This is a simple measure that quantifies how far the codon usage of a gene departs from equal usage of synonymous codons. This measure of synonymous codon usage bias, the 'effective number of codons used in a gene', Nc, can be easily calculated from codon usage data alone, and is independent of gene length and amino acid (aa) composition. Nc can take values from 20, in the case of extreme bias where one codon is exclusively used for each aa, to 61 when the use of alternative synonymous codons is equally likely. Nc thus provides an intuitively meaningful measure of the extent of codon preference in a gene.

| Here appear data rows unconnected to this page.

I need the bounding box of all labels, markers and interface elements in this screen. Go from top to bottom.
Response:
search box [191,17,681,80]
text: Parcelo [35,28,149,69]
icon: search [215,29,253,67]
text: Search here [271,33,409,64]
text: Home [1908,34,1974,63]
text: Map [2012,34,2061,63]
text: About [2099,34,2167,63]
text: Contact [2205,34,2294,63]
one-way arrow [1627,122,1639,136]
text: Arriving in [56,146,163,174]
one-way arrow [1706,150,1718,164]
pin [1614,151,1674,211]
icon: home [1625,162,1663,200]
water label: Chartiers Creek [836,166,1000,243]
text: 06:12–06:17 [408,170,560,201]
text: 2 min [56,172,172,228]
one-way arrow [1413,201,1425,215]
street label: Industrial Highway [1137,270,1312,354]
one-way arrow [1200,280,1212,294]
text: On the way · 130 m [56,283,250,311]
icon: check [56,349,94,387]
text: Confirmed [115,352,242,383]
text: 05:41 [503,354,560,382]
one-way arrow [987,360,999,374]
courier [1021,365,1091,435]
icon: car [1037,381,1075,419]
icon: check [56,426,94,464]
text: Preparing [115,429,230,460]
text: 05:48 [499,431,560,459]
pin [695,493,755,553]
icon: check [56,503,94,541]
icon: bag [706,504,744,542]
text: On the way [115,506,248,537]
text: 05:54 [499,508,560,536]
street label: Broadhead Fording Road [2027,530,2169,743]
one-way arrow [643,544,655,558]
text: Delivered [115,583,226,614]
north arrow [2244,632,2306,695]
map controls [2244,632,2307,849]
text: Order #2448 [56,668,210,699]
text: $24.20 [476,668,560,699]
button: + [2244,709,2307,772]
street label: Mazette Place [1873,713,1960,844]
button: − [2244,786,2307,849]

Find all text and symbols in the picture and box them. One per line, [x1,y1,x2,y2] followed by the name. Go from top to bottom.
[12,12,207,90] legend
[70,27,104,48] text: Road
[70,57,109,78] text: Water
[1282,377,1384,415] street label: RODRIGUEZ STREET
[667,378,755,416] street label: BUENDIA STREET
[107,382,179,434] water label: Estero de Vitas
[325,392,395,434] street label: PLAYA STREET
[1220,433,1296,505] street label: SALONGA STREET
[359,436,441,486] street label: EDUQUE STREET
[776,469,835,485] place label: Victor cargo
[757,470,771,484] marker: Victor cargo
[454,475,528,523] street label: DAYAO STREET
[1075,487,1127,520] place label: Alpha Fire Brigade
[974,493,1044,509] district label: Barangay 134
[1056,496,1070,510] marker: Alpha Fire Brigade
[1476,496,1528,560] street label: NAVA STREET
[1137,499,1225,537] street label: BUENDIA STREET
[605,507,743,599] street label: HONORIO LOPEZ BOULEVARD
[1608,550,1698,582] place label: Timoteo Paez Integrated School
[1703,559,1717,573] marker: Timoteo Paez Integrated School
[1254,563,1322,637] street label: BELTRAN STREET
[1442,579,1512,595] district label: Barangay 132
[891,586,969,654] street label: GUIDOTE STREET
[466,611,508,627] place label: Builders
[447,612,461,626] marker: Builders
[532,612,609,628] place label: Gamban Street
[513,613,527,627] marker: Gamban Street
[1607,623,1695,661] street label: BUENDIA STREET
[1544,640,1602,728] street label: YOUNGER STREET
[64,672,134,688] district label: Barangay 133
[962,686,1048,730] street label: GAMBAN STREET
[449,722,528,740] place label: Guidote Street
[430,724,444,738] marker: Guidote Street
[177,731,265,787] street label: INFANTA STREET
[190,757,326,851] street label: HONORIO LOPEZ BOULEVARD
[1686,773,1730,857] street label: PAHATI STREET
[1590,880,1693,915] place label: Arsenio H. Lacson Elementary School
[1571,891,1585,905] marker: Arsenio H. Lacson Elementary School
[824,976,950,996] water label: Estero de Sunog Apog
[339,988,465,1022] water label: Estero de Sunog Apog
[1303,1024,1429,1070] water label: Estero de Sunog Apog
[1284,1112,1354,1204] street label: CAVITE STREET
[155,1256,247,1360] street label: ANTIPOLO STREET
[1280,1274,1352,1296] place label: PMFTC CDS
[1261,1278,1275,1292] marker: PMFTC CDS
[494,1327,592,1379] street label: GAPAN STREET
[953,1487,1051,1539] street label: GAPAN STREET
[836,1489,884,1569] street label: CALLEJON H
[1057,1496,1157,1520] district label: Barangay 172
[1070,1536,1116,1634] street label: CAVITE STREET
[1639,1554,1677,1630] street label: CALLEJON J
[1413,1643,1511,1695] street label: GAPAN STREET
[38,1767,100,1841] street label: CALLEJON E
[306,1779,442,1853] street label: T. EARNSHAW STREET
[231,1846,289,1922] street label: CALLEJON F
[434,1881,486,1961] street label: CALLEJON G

The Nc statistic has problems in very short sequences (20 amino acids or less) which are yet to be fully resolved. They are caused by the need to consider amino acids which are missing in the sequence.
This calculation was originally in the EGCG package as "codfish" (codon usage for fission yeast). As Frank Wright is a vegan, we looked for a meat-free name for the EMBOSS version, "chips". The official explanation is "Codon Heterozygosity (Inverse of) in a Protein-coding Sequence"
If the sequence extends beyond the coding region then the start and/or end positions of the CDS must be provided because chips analyses exclusively protein coding regions.
|
The codon usage table is by default the file "CODONS/Ehum.cut" in the EMBOSS distribution directory.